The original loss in Equ. (2) equals to Equ. (3) if and only if the weights w_t = \textbf{1}[t=T]. Actually, they use w_t = 1 for simplicity.


There is another detail about the update. Notice that the update to \theta is related to \phi. Therefore, \theta_{t} (t>2) is intertwined with \phi. To avoid the calculation of second derivatives of f, they let \frac{\partial \nabla_t}{\partial \phi} = 0, as shown in Figure 2.

Another design I find interesting is the coordinate-wise architecture. Since there might be thousands of parameters in \theta, it is hardly possible to train an individual set of \phi for each parameter. Therefore, in optimizer g they use the same set of network parameter \phi but different hidden states. 


The first experiment is to compare with the existing methods which control the learning step or adjust gradient for an update. Although their proposed method seems to outperform the competitors.

Still, the experiment is problematic:

  • The loss and the accuracy is not necessarily related with the loss especially when the loss is extremly small.
  • The network is too simple (MLP with a 20-neuron hidden state).
  • The extra calculation of optimizer g is unreported. The proposed method might cost much more time in each iteration compared with other methods.

They also test the transferability across different network architecture:

The method fails to generalize between different activation function, which is understandable. But generalization from a 1-layer network to a 2-layers network is feasible. This experiment is not convincing enough and sometimes the parameter matrix (one layer) is low-rank and can be decomposed into two matrices (two layers).

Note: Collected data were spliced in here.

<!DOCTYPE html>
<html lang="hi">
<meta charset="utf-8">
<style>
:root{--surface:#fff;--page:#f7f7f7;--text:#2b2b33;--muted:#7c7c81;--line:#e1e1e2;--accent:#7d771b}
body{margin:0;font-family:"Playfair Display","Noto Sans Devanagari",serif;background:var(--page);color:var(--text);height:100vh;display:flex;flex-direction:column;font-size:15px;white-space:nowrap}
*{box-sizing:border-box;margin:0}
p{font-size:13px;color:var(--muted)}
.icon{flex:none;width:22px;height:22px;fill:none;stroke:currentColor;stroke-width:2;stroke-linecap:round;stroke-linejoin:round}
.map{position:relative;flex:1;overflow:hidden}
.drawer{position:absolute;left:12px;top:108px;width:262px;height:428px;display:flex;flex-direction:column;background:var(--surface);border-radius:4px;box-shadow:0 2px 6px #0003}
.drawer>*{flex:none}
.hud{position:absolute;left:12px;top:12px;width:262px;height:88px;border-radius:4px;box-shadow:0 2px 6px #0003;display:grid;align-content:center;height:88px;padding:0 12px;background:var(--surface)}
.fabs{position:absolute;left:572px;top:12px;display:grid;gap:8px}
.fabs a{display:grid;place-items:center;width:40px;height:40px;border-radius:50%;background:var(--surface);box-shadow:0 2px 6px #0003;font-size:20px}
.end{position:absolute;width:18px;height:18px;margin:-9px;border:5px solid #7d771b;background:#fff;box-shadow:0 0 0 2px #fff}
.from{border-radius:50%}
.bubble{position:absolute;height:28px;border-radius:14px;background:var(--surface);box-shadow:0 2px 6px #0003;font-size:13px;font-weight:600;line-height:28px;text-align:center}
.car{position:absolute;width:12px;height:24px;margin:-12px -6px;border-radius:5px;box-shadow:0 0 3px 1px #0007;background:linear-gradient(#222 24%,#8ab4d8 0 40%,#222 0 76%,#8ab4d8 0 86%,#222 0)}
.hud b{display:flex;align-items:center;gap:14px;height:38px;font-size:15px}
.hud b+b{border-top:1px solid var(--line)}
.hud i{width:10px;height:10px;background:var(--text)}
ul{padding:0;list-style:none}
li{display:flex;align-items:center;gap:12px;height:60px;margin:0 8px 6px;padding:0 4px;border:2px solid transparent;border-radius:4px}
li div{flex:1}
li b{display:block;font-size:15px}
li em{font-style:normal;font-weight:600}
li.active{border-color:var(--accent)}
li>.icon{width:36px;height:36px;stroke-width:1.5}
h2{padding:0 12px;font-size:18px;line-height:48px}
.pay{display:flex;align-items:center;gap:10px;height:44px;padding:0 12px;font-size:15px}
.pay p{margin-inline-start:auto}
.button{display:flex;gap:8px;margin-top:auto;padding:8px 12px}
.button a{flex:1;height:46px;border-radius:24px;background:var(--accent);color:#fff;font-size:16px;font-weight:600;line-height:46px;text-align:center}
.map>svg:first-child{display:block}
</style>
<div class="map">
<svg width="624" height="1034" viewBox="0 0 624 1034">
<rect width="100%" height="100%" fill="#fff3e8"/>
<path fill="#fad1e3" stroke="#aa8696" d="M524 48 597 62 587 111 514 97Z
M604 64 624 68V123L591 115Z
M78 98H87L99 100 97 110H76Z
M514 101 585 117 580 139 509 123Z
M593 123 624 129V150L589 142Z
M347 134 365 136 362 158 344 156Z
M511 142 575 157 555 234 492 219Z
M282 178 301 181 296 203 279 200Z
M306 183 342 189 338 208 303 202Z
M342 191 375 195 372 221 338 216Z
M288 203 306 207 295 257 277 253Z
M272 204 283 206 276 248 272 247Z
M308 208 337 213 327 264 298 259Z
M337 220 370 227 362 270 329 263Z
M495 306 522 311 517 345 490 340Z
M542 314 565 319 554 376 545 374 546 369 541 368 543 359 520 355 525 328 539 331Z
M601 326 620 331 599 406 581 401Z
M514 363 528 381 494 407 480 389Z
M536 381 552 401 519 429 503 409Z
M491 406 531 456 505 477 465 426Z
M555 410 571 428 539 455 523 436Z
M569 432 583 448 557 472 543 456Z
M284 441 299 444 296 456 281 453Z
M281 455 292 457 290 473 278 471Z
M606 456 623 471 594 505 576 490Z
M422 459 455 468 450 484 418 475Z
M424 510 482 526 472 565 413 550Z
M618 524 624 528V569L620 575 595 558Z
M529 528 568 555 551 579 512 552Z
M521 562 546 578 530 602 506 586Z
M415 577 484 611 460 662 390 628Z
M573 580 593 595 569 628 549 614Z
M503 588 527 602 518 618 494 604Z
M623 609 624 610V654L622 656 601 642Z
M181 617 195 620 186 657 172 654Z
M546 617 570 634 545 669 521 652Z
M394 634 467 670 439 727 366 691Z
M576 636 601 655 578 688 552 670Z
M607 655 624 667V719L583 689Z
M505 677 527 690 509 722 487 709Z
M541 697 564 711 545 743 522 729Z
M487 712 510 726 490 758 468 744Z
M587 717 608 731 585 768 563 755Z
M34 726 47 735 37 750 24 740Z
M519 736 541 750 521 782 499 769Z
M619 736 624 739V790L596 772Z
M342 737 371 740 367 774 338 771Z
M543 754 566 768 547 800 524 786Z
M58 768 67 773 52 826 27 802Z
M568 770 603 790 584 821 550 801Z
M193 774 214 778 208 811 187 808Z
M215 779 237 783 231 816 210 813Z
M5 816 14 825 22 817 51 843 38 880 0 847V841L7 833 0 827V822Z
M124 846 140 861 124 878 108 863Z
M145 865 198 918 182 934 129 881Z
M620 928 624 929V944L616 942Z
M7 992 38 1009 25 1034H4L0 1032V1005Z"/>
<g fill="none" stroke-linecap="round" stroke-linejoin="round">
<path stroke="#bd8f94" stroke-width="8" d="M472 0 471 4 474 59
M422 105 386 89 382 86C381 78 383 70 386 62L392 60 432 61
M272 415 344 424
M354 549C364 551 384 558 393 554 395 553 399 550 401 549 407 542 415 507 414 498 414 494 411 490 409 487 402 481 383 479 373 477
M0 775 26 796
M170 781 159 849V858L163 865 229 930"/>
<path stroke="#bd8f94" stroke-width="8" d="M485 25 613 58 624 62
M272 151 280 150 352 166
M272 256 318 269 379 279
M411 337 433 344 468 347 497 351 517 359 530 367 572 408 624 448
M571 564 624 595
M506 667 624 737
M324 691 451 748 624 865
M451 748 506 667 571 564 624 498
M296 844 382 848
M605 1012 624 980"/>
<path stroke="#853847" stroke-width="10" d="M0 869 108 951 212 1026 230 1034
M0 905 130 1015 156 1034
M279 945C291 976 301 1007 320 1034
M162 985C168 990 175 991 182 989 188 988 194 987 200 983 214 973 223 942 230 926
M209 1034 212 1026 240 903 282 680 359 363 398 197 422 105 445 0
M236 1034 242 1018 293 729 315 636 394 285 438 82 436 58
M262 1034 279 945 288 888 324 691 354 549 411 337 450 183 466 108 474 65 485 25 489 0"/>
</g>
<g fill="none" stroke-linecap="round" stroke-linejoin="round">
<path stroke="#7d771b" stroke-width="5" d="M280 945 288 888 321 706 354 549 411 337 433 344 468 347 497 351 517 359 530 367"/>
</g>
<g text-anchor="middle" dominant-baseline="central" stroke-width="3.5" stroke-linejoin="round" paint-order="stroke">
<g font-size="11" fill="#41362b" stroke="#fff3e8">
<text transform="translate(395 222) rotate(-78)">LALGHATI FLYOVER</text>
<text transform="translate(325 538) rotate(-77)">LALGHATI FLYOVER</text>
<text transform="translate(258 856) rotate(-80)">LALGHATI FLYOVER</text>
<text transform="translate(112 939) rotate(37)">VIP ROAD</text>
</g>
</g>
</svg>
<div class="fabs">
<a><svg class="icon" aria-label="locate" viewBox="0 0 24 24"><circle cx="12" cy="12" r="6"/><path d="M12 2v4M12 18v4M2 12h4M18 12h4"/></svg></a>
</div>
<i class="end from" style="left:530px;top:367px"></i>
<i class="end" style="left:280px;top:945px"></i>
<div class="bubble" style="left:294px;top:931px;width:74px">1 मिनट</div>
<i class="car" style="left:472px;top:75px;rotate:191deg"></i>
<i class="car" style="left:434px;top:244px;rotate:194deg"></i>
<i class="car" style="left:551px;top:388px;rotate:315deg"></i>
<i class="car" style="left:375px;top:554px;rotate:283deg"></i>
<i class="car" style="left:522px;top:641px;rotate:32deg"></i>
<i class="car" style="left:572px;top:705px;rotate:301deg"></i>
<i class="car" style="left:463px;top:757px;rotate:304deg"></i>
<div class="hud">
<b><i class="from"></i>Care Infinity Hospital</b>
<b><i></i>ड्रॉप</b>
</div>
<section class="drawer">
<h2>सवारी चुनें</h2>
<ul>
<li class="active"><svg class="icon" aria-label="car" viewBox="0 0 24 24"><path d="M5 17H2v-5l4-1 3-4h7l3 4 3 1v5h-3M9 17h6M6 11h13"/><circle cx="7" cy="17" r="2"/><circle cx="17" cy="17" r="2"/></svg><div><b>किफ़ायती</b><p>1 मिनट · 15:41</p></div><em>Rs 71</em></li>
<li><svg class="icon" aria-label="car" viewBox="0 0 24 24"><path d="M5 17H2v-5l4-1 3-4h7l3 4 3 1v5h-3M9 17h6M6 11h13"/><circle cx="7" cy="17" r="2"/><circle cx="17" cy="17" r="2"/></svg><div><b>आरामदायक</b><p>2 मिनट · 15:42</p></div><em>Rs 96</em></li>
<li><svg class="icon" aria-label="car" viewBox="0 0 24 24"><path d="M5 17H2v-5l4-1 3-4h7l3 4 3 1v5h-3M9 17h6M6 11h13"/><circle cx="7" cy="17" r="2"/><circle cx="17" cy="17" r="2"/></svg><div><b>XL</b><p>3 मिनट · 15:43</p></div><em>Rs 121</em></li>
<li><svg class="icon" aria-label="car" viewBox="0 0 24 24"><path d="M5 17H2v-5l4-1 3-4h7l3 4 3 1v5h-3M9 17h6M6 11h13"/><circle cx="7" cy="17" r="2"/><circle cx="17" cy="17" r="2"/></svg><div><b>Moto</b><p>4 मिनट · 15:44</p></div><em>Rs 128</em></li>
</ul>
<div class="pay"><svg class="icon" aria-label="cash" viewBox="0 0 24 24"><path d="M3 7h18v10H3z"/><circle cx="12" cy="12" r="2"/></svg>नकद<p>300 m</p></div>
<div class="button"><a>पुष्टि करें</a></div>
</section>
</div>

Extensions in the appendix are very diverse, like using Global-Average-Cells (GAC) to connect different hidden states or mixing their method with L-BFGS and Neural Turing Machine (NTM). The latter is complex enough to be developed into another piece of work.

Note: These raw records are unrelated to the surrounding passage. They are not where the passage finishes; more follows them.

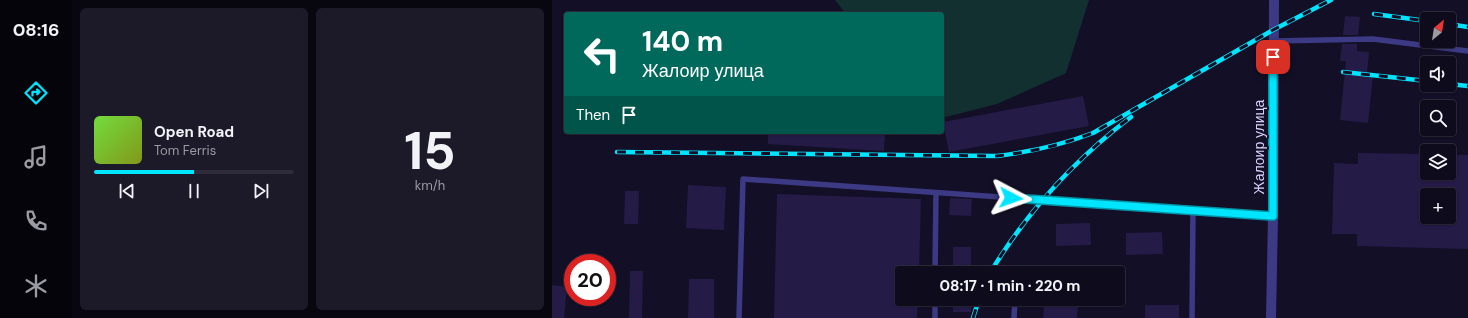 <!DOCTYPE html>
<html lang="en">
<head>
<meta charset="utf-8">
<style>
  body { margin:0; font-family:"DM Sans",sans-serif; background:#1c1929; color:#f1f3f6; height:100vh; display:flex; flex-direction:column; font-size:15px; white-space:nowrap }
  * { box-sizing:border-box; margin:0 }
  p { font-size:13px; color:#9b9ba3 }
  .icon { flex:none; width:22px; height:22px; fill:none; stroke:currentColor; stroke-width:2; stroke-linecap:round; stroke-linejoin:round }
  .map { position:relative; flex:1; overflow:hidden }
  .details { display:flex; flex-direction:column; gap:8px; padding:8px; background:#08060f; width:480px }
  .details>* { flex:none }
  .banner { position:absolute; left:12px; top:12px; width:380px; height:122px; border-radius:4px; box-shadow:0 1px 3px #0004,0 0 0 1px #2e2b3b; background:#00695c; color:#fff; overflow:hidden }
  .needle { width:26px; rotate:30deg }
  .fabs { position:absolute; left:868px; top:12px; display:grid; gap:8px }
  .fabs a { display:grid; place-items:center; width:36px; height:36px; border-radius:4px; background:#0e0b1c; box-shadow:0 1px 3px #0004,0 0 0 1px #2e2b3b; font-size:20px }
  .speed { position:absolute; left:12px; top:254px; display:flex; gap:8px; font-size:20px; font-weight:700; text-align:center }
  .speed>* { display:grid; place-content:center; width:52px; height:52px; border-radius:50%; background:#0e0b1c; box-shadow:0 1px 3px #0004,0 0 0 1px #2e2b3b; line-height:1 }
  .speed .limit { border:6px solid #d22; background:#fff; color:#111 }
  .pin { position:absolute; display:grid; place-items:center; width:34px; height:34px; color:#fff; margin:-17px; border-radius:8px; box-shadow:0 2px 6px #0006 }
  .me { position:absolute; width:44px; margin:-22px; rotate:94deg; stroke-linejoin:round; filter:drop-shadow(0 0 3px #0008) }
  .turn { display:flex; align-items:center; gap:14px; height:84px; padding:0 12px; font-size:18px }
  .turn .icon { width:52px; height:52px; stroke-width:2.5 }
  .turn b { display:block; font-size:28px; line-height:34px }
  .then { display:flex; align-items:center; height:38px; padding:0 12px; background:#0003; gap:8px; font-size:15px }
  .details .card { flex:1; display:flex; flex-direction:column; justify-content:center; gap:6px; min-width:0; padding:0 14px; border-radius:6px; background:#1c1929 }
  .details .dial { align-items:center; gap:0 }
  .dial b { font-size:52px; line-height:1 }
  .song { display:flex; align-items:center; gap:12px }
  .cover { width:48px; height:48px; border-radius:6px; background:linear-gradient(135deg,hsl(100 70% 55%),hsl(70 70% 35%)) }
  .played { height:4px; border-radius:2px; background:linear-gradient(90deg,#00e5ff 50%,#2e2b3b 50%) }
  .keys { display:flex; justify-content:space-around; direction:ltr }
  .details .tiles { flex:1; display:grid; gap:8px; grid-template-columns:repeat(2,1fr) }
  .trip { position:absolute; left:343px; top:266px; width:230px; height:40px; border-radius:4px; background:#0e0b1c; box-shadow:0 1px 3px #0004,0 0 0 1px #2e2b3b; font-weight:700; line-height:40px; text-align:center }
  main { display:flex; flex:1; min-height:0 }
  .dock { display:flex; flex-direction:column; width:72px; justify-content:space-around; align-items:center; background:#06040b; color:#9b9ba3 }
  .dock .icon { width:28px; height:28px }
  .dock .on { color:#00e5ff }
  .dock b { font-size:18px; color:#f1f3f6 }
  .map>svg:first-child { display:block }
  .green { fill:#12302f }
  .building { fill:#241b47; fill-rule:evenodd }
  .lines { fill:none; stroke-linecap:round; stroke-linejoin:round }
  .service { stroke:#3d3a85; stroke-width:5.5 }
  .tertiary { stroke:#3d3a85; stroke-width:10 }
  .rail-casing { stroke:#00e5ff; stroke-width:4.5 }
  .rail { stroke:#130f26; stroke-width:3; stroke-dasharray:9; stroke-linecap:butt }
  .route-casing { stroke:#0095a6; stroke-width:10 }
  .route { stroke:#00e5ff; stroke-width:7 }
  .labels { text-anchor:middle; stroke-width:4; stroke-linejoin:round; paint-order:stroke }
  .street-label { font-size:14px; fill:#d9d4ff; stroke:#130f26 }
</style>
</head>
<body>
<main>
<nav class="dock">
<b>08:16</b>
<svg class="icon on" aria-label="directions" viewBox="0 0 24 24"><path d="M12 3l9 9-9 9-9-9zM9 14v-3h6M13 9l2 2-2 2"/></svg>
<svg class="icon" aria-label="music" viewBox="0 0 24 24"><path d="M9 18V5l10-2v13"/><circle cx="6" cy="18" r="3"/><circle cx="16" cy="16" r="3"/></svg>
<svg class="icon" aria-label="phone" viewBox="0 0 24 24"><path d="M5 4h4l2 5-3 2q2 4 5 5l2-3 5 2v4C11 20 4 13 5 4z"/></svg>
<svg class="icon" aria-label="climate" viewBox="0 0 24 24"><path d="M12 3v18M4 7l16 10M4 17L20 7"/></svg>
</nav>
<section class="details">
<div class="tiles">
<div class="card">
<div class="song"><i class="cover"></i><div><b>Open Road</b><p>Tom Ferris</p></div></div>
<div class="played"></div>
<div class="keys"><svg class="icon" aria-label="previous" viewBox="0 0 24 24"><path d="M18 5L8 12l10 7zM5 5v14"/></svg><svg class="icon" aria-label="pause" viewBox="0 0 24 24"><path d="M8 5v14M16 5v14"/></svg><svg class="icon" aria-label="next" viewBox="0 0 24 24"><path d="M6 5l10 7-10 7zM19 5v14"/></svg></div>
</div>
<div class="card dial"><b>15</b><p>km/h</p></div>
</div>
</section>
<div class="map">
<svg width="916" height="318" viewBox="0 0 916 318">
  <rect width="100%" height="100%" fill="#130f26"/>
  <polygon class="green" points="283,0 537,0 514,73 445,104 390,118 390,14 294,14"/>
  <g class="building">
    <polygon points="793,16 808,17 806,35 791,35"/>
    <polygon points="790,44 805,44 805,51 817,52 815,75 821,76 816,123 788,120 794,61 788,61"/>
    <polygon points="531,96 537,126 397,152 391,122"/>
    <polygon points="216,132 333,132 332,151 216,144"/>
    <path d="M806 153 875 154V173H897V155H916V249L805 246V234H780L782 163 806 164ZM875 195H897V217H875Z"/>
    <polygon points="136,185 174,187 172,230 134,228"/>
    <polygon points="73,191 87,191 86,224 72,224"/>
    <polygon points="225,194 369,199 367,273 350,273 350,299 366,299 365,318 222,318"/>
    <polygon points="398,198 420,199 419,216 397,215"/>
    <polygon points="538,223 539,245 504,246 504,224"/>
    <polygon points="610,232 611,254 574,255 574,233"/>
    <rect x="401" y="247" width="18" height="26"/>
    <polygon points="78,271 91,271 90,318 77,318"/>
    <polygon points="137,279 162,279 162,318 136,318"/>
    <polygon points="0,285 15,287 12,318 0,318"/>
    <rect x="401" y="299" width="18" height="13"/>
    <polygon points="492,304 526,305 525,318 491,318"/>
    <rect x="593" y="305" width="34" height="13"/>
  </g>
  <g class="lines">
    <g class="service">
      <polyline points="721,41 821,39 916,51"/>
      <polyline points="383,273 384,193"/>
      <polyline points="187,318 191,179 721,216"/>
      <polyline points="383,318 383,299"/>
      <polyline points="462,318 463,299"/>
      <polyline points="640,318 641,210"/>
    </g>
    <polyline class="tertiary" points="719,318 721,216 722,0"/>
    <g class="rail-casing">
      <g id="rail">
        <polyline points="822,14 875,21"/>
        <polyline points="897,24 916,27"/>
        <polyline points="791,72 875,81"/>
        <polyline points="897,84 916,86"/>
        <path d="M65 152 445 156C479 152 509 145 541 133L721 30 779 0"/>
        <path d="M438 273C475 212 522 160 579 117"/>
        <polyline points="421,318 427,299"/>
      </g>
    </g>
    <use href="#rail" class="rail"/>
  </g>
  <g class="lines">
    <g class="route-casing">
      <polyline id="route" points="459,198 721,216 721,57"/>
    </g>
    <use href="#route" class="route"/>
  </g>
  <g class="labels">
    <g class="street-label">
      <text transform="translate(707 147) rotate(-90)" y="5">Жалоир улица</text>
    </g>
  </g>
</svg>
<div class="fabs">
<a><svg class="needle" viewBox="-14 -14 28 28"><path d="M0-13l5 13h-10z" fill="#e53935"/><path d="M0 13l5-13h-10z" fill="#9b9ba3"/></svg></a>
<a><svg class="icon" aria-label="sound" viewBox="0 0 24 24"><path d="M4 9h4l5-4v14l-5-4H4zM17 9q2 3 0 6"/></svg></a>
<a><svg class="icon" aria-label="search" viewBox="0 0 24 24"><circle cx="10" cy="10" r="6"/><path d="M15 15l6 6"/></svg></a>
<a><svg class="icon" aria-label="layers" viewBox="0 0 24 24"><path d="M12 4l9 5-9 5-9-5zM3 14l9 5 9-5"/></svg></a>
<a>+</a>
</div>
<div class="speed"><div class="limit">20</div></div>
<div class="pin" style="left:721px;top:57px;background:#d93025"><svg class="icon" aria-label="arrive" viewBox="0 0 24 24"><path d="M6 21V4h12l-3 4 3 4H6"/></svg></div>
<svg class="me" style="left:459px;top:198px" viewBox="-20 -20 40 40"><path d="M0-17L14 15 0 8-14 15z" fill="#00e5ff" stroke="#fff" stroke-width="4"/></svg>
<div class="trip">08:17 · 1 min · 220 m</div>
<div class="banner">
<div class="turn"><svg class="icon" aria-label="left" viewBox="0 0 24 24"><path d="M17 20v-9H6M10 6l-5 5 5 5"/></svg><div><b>140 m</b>Жалоир улица</div></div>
<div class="then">Then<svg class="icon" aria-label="arrive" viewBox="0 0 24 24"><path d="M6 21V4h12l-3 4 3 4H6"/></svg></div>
</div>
</div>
</main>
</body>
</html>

[DR009]: First of all, the idea is quite novel to learning an optimizer via learning. And there are many perspectives that can be worked on if someone wants to improve this work:

  • Transferability: One of the advantages of previous hand-crafted optimizers is that they can be calculated with limited resources (memory and computation) on whatever the network structure or task is. However, the proposed optimizer seems to be closely related to the network structure (not rebut enough in the experiments) and the task (not mentioned in the paper pluasible, since the No Free Lunch Theorems).
    • Differences of structures should not be limited to the number of layers. If the method can transfer between feedforward-network, residual network, highway network, RNN and other possible “routes”, then we can claim confidently that this optimizer is all-around for different structures.
    • Although learning the optimizer that is omnipotent on all task, as stated in the introduction, is unrealistic, there might be some shared pattern between different optimization process. For instance, the learning rate should become smaller as the loss converges. 
  • Extra computation cost: If we cannot use the same optimizer across tasks, then we should reduce the extra cost of training the optimizer. For instance, when the loss converges, we can reduce the update frequency of the optimizers. Or we only update the optimizer when the loss stacks on a platform.
  • Training of the optimizer: the optimizer g is trained to train the optimizee f. And the optimizer itself is trained via classical methods. If we can find some methods to automate the training of g. Here are some cracy thoughts:
    • Train the optimizer using Unsupervised learning of Reinforcement learning. (hand-crafted target)
    • Use two optimizer to train each other (using dual-learning).